▶ Stored data entries:
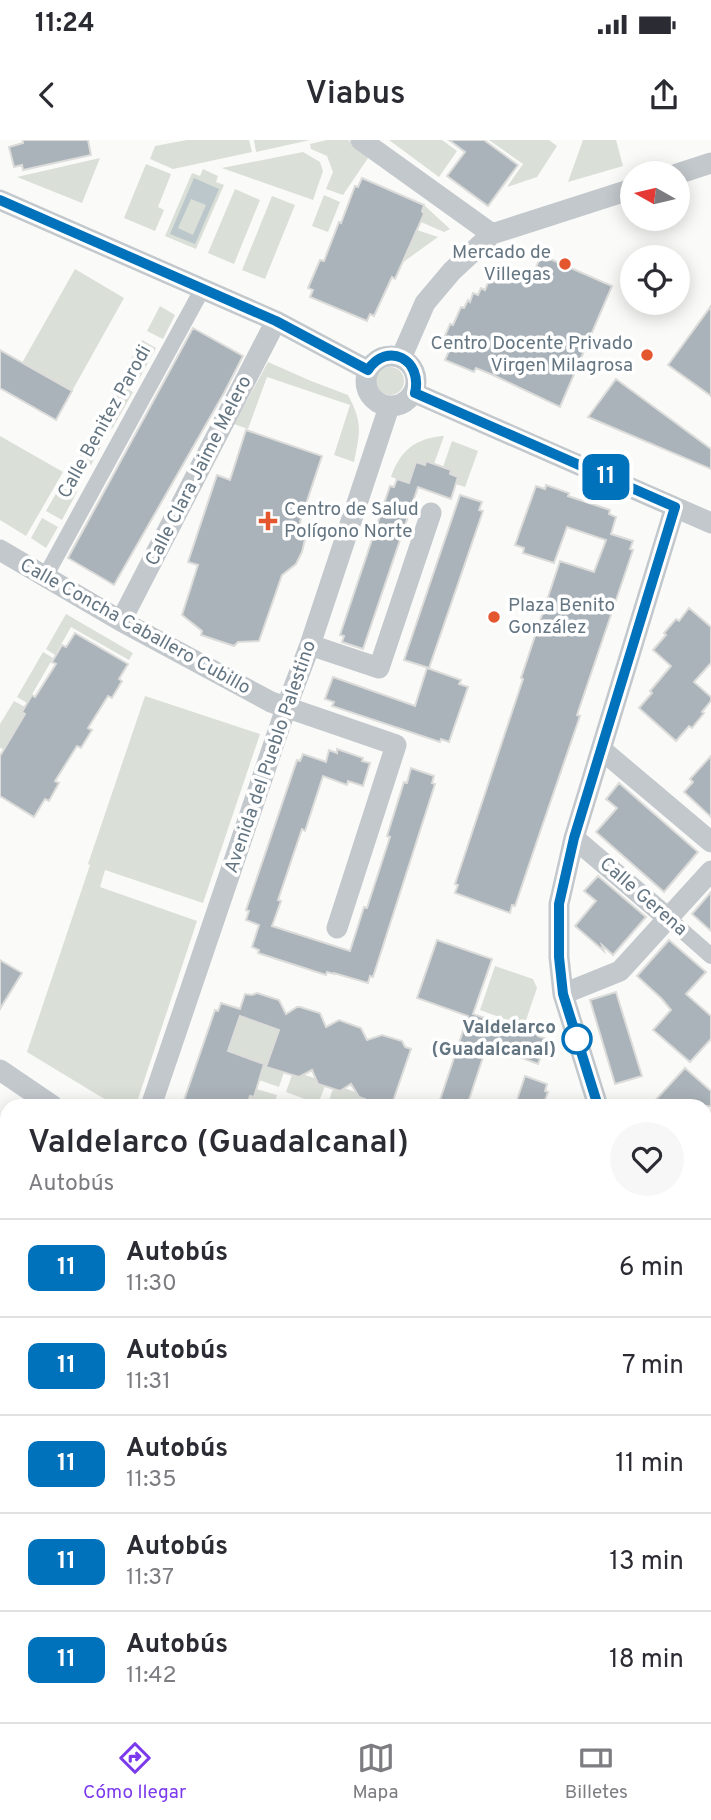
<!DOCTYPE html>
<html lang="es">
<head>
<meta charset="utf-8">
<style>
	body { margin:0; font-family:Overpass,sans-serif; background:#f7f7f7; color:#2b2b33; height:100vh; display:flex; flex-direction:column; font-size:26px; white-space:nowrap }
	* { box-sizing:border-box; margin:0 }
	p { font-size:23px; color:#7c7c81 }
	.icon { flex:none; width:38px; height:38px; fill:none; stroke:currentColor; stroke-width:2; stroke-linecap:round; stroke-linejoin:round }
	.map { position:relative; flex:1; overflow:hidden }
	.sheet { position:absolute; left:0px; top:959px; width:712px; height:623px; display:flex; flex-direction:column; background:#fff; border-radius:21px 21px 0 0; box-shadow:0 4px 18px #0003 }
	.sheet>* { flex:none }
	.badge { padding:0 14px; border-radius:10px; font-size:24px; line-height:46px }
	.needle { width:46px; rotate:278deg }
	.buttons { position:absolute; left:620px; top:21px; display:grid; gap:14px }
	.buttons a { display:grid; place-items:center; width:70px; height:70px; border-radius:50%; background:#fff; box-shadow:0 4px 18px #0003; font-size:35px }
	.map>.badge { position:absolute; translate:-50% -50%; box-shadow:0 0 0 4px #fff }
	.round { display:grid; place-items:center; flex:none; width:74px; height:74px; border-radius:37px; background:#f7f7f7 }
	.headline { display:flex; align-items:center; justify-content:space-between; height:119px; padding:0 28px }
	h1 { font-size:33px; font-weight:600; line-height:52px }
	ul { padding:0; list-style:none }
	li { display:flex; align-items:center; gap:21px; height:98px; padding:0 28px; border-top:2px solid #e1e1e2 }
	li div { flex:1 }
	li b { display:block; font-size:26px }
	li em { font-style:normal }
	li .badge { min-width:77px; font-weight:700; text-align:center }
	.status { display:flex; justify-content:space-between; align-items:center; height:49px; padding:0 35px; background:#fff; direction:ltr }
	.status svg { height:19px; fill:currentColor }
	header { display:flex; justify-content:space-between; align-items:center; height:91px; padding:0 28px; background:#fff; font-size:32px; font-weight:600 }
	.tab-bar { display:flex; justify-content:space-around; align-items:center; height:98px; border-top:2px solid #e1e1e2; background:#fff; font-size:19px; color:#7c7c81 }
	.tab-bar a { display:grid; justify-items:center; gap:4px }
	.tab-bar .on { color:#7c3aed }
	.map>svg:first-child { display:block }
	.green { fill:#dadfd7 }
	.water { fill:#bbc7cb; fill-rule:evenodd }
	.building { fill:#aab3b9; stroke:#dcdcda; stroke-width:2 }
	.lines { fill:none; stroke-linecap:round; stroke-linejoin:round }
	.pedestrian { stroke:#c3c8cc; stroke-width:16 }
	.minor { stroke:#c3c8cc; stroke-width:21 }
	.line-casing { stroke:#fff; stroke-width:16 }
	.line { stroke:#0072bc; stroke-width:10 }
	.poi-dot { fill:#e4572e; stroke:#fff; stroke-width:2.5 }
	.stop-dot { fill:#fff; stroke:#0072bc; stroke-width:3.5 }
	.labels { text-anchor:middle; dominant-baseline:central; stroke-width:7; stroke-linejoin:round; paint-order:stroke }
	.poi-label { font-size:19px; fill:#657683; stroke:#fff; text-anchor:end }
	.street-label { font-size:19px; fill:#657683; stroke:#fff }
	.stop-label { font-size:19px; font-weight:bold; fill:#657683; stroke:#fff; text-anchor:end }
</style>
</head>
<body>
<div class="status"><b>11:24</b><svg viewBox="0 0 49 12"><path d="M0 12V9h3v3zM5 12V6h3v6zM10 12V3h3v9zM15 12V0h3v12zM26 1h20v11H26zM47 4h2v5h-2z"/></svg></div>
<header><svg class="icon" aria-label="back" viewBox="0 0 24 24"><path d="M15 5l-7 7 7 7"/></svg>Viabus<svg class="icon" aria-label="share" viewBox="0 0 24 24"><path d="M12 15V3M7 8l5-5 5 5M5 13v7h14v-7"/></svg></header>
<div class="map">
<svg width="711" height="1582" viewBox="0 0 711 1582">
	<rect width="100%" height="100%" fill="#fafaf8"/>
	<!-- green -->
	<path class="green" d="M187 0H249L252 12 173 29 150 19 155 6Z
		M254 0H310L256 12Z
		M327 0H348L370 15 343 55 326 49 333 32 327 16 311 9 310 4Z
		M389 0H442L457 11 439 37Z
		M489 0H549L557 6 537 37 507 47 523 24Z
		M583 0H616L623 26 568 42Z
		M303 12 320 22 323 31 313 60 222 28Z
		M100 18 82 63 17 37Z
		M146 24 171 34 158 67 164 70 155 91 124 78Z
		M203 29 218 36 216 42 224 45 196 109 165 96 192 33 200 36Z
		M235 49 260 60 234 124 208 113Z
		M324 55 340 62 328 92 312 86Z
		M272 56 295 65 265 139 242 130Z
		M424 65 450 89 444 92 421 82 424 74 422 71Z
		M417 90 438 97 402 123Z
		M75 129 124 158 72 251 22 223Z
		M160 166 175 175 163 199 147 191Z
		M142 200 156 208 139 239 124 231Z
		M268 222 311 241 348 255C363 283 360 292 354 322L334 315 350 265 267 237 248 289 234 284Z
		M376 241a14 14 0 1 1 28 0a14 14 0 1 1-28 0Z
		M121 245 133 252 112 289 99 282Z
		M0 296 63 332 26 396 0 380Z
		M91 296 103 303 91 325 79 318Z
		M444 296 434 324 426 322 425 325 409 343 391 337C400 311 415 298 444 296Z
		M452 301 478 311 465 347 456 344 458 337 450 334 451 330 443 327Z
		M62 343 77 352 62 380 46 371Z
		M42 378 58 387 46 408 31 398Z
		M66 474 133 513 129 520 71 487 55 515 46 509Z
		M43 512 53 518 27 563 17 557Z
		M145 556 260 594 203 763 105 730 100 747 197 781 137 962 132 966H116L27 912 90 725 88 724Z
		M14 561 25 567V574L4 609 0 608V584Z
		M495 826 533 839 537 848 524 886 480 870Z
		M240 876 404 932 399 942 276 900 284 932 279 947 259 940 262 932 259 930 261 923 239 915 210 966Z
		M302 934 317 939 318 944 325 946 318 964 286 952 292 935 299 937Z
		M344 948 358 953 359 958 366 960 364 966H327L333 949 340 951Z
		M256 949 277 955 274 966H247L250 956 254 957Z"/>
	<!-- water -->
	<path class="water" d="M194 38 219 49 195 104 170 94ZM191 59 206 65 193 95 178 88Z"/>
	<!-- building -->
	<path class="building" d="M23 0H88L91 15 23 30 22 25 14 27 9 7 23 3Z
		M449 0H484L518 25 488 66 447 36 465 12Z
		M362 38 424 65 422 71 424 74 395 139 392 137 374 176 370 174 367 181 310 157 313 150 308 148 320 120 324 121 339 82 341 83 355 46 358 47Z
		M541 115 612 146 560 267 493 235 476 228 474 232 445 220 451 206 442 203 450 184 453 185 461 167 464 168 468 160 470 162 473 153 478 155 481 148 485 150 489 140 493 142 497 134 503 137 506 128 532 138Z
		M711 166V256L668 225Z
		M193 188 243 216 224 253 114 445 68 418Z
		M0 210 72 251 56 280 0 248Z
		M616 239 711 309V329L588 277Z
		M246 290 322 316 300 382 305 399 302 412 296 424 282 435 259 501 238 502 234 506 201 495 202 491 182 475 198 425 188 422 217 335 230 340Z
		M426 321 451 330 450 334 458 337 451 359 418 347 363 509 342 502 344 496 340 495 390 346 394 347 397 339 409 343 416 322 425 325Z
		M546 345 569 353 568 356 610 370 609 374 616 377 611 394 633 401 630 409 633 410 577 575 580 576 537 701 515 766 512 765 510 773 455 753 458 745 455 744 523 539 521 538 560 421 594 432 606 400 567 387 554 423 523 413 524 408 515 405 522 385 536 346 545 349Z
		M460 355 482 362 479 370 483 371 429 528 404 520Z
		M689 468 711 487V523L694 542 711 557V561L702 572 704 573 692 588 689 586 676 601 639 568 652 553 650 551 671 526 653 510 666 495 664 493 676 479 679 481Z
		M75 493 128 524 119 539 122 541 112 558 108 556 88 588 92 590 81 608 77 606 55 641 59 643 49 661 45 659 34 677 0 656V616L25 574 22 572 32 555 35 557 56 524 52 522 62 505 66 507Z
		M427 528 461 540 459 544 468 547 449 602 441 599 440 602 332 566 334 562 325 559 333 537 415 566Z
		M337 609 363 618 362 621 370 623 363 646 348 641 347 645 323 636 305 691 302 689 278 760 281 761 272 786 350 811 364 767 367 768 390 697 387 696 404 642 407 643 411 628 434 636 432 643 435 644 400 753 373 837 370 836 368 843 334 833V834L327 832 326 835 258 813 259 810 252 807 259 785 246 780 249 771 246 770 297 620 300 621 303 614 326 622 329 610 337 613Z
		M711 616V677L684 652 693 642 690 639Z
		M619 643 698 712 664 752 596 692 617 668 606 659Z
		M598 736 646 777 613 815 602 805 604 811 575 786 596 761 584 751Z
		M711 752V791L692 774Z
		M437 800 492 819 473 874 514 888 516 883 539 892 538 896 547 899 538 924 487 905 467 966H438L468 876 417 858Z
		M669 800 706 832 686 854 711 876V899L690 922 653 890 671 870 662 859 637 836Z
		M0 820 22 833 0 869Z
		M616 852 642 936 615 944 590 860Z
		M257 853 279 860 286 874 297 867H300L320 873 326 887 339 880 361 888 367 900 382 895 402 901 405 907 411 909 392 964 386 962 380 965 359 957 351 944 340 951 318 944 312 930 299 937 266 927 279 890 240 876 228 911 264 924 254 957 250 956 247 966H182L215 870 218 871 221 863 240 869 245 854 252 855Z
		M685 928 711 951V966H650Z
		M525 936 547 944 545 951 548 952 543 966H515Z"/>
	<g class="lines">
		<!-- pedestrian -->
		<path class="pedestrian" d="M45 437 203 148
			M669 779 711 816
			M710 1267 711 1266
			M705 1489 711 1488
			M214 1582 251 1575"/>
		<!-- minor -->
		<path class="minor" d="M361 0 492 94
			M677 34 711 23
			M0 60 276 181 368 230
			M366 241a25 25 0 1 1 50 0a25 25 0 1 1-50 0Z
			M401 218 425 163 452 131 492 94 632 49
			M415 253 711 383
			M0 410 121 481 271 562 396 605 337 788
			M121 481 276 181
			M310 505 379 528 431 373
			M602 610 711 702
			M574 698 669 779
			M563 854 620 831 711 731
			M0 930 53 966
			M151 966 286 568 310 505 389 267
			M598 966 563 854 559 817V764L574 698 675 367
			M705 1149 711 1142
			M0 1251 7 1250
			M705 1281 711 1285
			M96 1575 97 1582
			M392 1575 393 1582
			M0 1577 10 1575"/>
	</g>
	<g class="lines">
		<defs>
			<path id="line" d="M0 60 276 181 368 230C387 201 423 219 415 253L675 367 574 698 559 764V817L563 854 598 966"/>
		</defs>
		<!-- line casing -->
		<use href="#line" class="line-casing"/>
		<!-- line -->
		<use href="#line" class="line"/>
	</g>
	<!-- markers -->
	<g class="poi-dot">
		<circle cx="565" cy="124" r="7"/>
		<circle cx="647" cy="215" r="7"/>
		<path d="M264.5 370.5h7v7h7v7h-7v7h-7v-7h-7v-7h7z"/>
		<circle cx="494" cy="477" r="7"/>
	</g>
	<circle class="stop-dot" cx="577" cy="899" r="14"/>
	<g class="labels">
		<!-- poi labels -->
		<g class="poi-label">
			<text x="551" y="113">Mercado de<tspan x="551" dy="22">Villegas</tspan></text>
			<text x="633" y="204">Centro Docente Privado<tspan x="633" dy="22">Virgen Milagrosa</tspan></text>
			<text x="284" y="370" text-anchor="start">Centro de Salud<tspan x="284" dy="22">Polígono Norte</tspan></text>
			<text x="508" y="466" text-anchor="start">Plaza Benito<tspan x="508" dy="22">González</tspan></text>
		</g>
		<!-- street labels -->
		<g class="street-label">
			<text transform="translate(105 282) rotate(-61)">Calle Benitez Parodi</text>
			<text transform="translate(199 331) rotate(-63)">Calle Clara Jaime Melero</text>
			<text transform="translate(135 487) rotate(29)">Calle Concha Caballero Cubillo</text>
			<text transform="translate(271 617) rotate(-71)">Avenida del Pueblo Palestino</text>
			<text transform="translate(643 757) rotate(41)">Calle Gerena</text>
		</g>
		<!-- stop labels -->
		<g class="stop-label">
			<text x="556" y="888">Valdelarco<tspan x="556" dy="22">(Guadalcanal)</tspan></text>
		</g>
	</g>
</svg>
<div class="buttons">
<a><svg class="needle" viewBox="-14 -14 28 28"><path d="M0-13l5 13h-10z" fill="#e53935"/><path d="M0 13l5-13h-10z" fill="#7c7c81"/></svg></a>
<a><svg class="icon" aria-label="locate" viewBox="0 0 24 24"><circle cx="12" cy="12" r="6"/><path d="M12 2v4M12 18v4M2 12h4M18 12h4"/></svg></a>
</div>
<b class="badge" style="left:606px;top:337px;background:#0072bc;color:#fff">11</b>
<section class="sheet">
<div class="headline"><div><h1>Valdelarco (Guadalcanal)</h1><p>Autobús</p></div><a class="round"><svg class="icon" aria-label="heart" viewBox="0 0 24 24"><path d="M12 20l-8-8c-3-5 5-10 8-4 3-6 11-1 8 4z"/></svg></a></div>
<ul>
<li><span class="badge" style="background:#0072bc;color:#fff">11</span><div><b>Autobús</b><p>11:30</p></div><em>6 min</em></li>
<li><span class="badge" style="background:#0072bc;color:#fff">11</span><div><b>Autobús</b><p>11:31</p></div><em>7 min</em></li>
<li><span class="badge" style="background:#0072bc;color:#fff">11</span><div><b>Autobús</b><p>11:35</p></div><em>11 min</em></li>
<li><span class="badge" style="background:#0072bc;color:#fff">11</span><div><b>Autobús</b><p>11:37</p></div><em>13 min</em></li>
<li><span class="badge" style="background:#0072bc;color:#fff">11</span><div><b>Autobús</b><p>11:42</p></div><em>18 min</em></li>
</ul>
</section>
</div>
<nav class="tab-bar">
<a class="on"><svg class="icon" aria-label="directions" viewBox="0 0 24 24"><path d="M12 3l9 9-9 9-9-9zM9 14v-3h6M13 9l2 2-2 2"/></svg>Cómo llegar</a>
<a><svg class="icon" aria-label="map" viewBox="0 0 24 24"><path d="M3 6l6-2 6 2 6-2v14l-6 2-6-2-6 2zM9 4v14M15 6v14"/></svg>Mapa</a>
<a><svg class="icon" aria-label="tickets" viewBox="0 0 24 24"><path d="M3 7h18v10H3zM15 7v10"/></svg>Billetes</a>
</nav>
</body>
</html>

▶ ASSIGNMENT:
Retype exactly, and only, the lines above from the one where "position:absolute; left:0px; top:959px;" occurs up to and including the one where "min-width:77px; font-weight:700; text-align:center" occurs.

▶ FINISHED TASK:
	.sheet { position:absolute; left:0px; top:959px; width:712px; height:623px; display:flex; flex-direction:column; background:#fff; border-radius:21px 21px 0 0; box-shadow:0 4px 18px #0003 }
	.sheet>* { flex:none }
	.badge { padding:0 14px; border-radius:10px; font-size:24px; line-height:46px }
	.needle { width:46px; rotate:278deg }
	.buttons { position:absolute; left:620px; top:21px; display:grid; gap:14px }
	.buttons a { display:grid; place-items:center; width:70px; height:70px; border-radius:50%; background:#fff; box-shadow:0 4px 18px #0003; font-size:35px }
	.map>.badge { position:absolute; translate:-50% -50%; box-shadow:0 0 0 4px #fff }
	.round { display:grid; place-items:center; flex:none; width:74px; height:74px; border-radius:37px; background:#f7f7f7 }
	.headline { display:flex; align-items:center; justify-content:space-between; height:119px; padding:0 28px }
	h1 { font-size:33px; font-weight:600; line-height:52px }
	ul { padding:0; list-style:none }
	li { display:flex; align-items:center; gap:21px; height:98px; padding:0 28px; border-top:2px solid #e1e1e2 }
	li div { flex:1 }
	li b { display:block; font-size:26px }
	li em { font-style:normal }
	li .badge { min-width:77px; font-weight:700; text-align:center }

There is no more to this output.